The Chuckling Whatsit is truly the best book with which to introduce a new reader to Sala’s unique style (dare I say “vision”?). But my own personal favorite is his more recent adventure (also published by Fantagraphics), Mad Night, which features Sala’s best heroine, the indomitable and foul-mouthed girl-detective named Judy Drood, along with a cast of devilish goons and goblins (many of whom are university faculty, as is only appropriate), and of course a hand-puppet mastermind commanding an army of brainwashed pirate-vixens. Together these two volumes represent the best of Sala’s work. But they also represent the dilemma he poses when trying to figure out how to get his work out to a broader audience. The adult “graphic novel” audience is likely to find his work, well, not nearly sufficiently snooty and introspective. And the superhero crowd will most certainly dismiss the work out of hand for its Raw-inspired expressionist style. But there is a fast-growing market of comics directed at young adult readers—especially girls—with gothic themes and feisty heroines. Could this be the solution?


I fear these were the questions going through someone’s head when the decision was made to publish Sala’s new short work,
The Grave Robber’s Daughter, in a Scholastic-sized format, featuring some ghoulish clowns and the titular young daughter on the cover.

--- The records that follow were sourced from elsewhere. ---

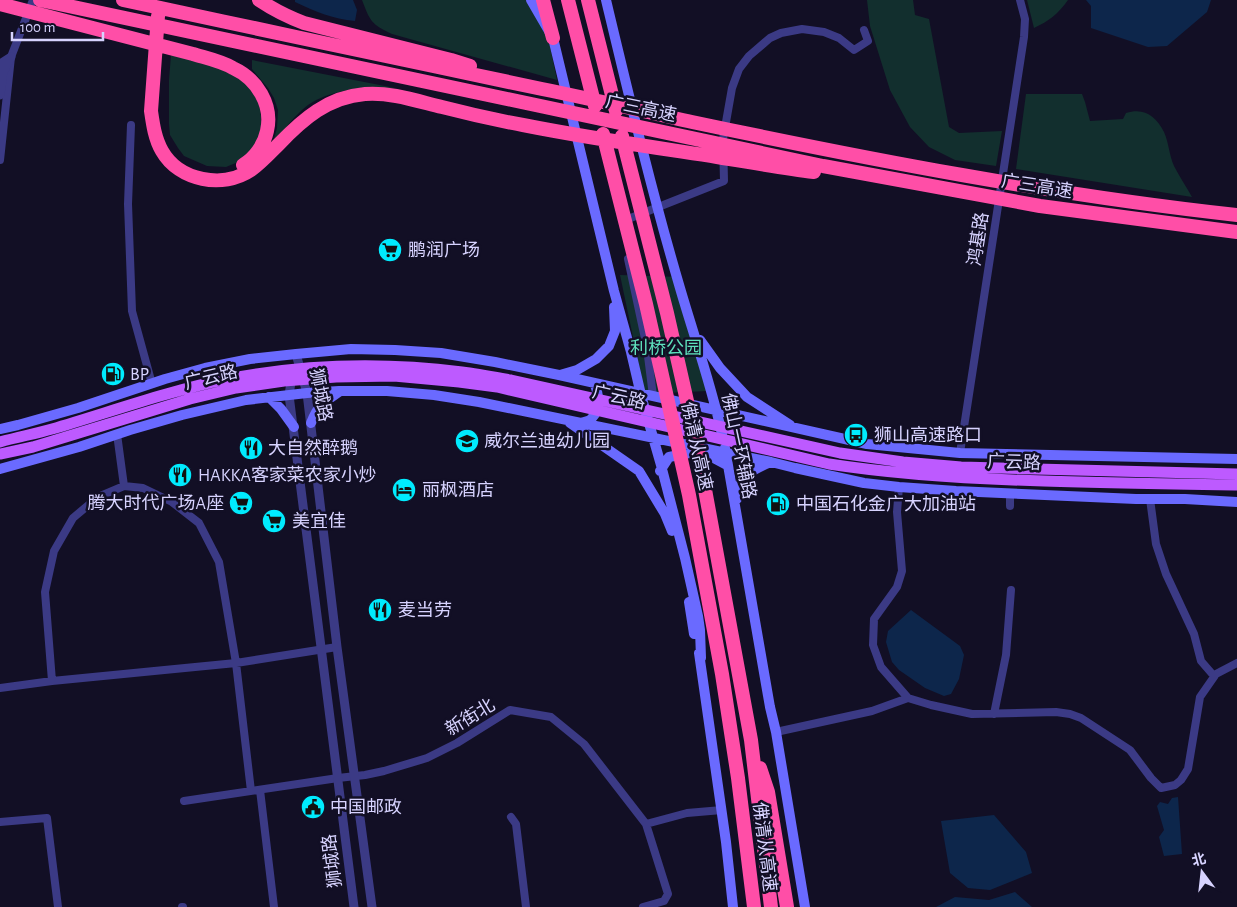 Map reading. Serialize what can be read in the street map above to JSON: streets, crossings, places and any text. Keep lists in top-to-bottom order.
{
  "streets": {
    "highway": ["广三高速", "佛清从高速"],
    "main road": ["广云路", "佛山一环辅路"],
    "street": ["鸿基路", "狮城路", "新街北"]
  },
  "crossings": [
    ["鸿基路", "广云路"],
    ["广云路", "狮城路"],
    ["广云路", "佛山一环辅路"],
    ["狮城路", "新街北"]
  ],
  "parks": ["利桥公园"],
  "places": {
    "supermarket": ["鹏润广场", "腾大时代广场A座", "美宜佳"],
    "fuel station": ["BP", "中国石化金广大加油站"],
    "bus stop": ["狮山高速路口"],
    "school or university": ["威尔兰迪幼儿园"],
    "restaurant": ["大自然醉鹅", "HAKKA客家菜农家小炒", "麦当劳"],
    "hotel": ["丽枫酒店"],
    "public building": ["中国邮政"]
  },
  "scale_bar": "100 m",
  "north": "top"
}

And in truth, compared to other Sala work, this one is almost “appropriate” (my son’s least favorite word) for younger readers, once one gets past the “fuck fuck fuck” with which Judy Drood opens this newest adventure. But this book lacks more than simply the topless girl pirates and sadistic torturing of young girl flesh. It also lacks the energy, the complexity, the and the meth-fuelled editing that made his other works so fun to read. Without them…well it might be a bit more PG-13, but there is not much left worth reading. Sala himself seems to have been less than inspired here, to judge by the artwork, which is crude and sketchy at times and displays little of the detail and texture of his earlier Drood story. But it also loses all the crazy tangential characters, reducing the plotting to a fairly limp Twilight Zone episode with a completely uninspired conclusion. If this was the attempt to market Sala to young readers, I might recommend other titles and allow Sala to return to writing for the pervs and ADD-Goths who have enjoyed his peculiar work for so many years.


Fortunately, almost simultaneous with the publication of
The Grave Robber’s Daughter, Fantagraphics published in its Ignatz comicbook series the first installment of Delphine, which is a much more appropriate way to present Sala to the world (for readers of all ages). Here we have the absurd plot twists, the twisted town of twisted people (and half-people), haunted forests, wig shops that will make you never want to visit another wig shop, and other pleasures that feel much more true to Sala’s work. And Delphine provides an opportunity to see Sala working with sepia shading and brushwork that is new and which works really well. The story is still in its earliest development, but already we are hooked (as are the underage members of the household). We would much rather follow Sala through the twisted streets of a story he is making up as he goes along than through the most carefully plotted traditional ghost story. Because the pleasure of his work does not lie in traditional places, but in the wrong turn that leads to unimaginable and unjustifiable violence—and absurd and unjustifiable laughter.